Dette multilatérale : Dette qui est due à la Banque mondiale, au FMI, aux banques de développement régionales comme la Banque Africaine de Développement, et à d’autres institutions multilatérales comme le Fonds Européen de Développement.

Dette privée : Emprunts contractés par des emprunteurs privés quel que soit le prêteur.

Dette publique : Ensemble des emprunts contractés par des emprunteurs publics.

La dette publique du Burkina Faso s’élevait en 2013 à 2,56 milliards de dollars [1]. La dette extérieure représente 80% de cette somme et est composée à 83% de dettes multilatérales (dues aux Institutions financières internationales comme le Fonds monétaire international et la Banque mondiale) et à 17% de dettes bilatérales (dues à d’autres pays). La dette intérieure correspond donc aux 20% restants de la dette globale et est constituée à 70% de titres (bons et obligations du Trésor) [2]. La dette du Burkina a augmenté de 78% entre 2000 et 2013.

La dette du Burkina Faso est très largement illégitime car elle a été contractée en violation du droit international et qu’elle n’a pas bénéficié à la population. Plusieurs arguments juridiques peuvent être avancés pour le démontrer, nous n’en citons ici que quelques uns [3]. La chute du dictateur Blaise Compaoré le 31 octobre 2014 ouvre la possibilité pour le peuple burkinabè de répudier cette dette publique.

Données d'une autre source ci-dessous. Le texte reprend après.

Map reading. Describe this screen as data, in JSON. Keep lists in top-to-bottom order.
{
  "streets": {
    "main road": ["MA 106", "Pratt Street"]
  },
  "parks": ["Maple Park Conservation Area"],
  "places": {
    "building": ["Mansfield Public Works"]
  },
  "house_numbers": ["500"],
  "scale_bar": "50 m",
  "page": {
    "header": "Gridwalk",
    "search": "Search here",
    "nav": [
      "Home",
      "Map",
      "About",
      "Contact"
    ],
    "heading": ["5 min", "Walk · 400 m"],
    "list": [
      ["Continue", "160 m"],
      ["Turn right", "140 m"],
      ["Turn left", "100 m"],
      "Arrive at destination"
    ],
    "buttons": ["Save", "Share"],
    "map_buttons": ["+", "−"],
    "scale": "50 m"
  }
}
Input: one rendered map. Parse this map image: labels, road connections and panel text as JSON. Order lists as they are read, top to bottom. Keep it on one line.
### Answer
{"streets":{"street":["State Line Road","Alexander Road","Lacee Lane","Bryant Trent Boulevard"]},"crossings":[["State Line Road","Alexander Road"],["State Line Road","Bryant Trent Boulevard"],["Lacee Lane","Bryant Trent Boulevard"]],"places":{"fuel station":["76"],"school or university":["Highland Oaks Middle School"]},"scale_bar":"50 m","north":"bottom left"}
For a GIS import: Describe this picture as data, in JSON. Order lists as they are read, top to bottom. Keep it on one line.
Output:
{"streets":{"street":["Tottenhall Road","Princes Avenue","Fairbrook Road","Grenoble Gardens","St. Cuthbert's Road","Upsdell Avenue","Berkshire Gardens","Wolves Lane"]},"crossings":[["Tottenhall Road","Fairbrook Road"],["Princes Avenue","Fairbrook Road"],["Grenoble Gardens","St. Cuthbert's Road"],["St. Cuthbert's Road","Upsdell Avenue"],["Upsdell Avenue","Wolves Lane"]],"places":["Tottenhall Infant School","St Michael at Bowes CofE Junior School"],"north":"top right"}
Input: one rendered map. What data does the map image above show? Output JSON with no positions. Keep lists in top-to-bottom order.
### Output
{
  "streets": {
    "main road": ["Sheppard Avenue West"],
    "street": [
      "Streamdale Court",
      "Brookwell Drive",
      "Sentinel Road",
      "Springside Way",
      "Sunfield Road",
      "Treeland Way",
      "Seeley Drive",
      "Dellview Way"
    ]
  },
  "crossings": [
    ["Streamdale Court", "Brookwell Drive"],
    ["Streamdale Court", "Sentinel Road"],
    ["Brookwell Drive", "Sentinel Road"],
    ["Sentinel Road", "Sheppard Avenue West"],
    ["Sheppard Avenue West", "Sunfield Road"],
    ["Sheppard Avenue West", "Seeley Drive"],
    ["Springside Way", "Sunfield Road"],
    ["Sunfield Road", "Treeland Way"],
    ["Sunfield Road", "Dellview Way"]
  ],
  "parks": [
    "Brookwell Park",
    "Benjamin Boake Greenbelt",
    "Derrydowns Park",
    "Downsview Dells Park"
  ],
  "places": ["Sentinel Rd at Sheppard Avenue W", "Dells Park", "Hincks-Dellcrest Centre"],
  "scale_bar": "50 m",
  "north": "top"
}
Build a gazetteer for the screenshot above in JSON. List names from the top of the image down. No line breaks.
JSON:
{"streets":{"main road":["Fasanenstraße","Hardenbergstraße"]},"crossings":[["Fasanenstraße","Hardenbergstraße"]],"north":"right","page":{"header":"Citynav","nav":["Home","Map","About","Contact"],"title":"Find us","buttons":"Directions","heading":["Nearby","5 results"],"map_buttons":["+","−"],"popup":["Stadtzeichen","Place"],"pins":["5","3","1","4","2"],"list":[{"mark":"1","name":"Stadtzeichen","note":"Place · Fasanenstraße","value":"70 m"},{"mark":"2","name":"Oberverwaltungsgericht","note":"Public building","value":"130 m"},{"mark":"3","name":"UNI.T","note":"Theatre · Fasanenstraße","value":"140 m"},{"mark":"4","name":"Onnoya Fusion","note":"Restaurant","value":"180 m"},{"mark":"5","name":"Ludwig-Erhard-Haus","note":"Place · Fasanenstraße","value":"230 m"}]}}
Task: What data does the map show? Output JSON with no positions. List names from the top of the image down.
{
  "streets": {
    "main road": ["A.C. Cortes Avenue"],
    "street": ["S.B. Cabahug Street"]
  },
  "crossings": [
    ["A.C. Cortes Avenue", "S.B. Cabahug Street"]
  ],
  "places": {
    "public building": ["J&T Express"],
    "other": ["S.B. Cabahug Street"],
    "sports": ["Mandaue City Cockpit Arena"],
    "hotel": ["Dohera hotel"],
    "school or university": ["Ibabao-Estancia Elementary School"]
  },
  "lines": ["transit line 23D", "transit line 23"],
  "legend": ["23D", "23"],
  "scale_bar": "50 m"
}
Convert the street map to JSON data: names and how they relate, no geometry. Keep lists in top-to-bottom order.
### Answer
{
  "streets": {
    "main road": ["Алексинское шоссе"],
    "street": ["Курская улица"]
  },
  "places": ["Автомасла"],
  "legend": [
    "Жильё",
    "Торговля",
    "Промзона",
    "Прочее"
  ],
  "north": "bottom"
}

Une dette de régime, pas du peuple

Selon la doctrine de la dette odieuse, « si un pouvoir despotique contracte une dette non pas pour les besoins et dans les intérêts de l’État, mais pour fortifier son régime despotique, pour réprimer la population qui le combat, etc., cette dette est odieuse pour la population de l’État entier […]. Cette dette n’est pas obligatoire pour la nation ; c’est une dette de régime, dette personnelle du pouvoir qui l’a contractée, par conséquent elle tombe avec la chute de ce pouvoir » [4].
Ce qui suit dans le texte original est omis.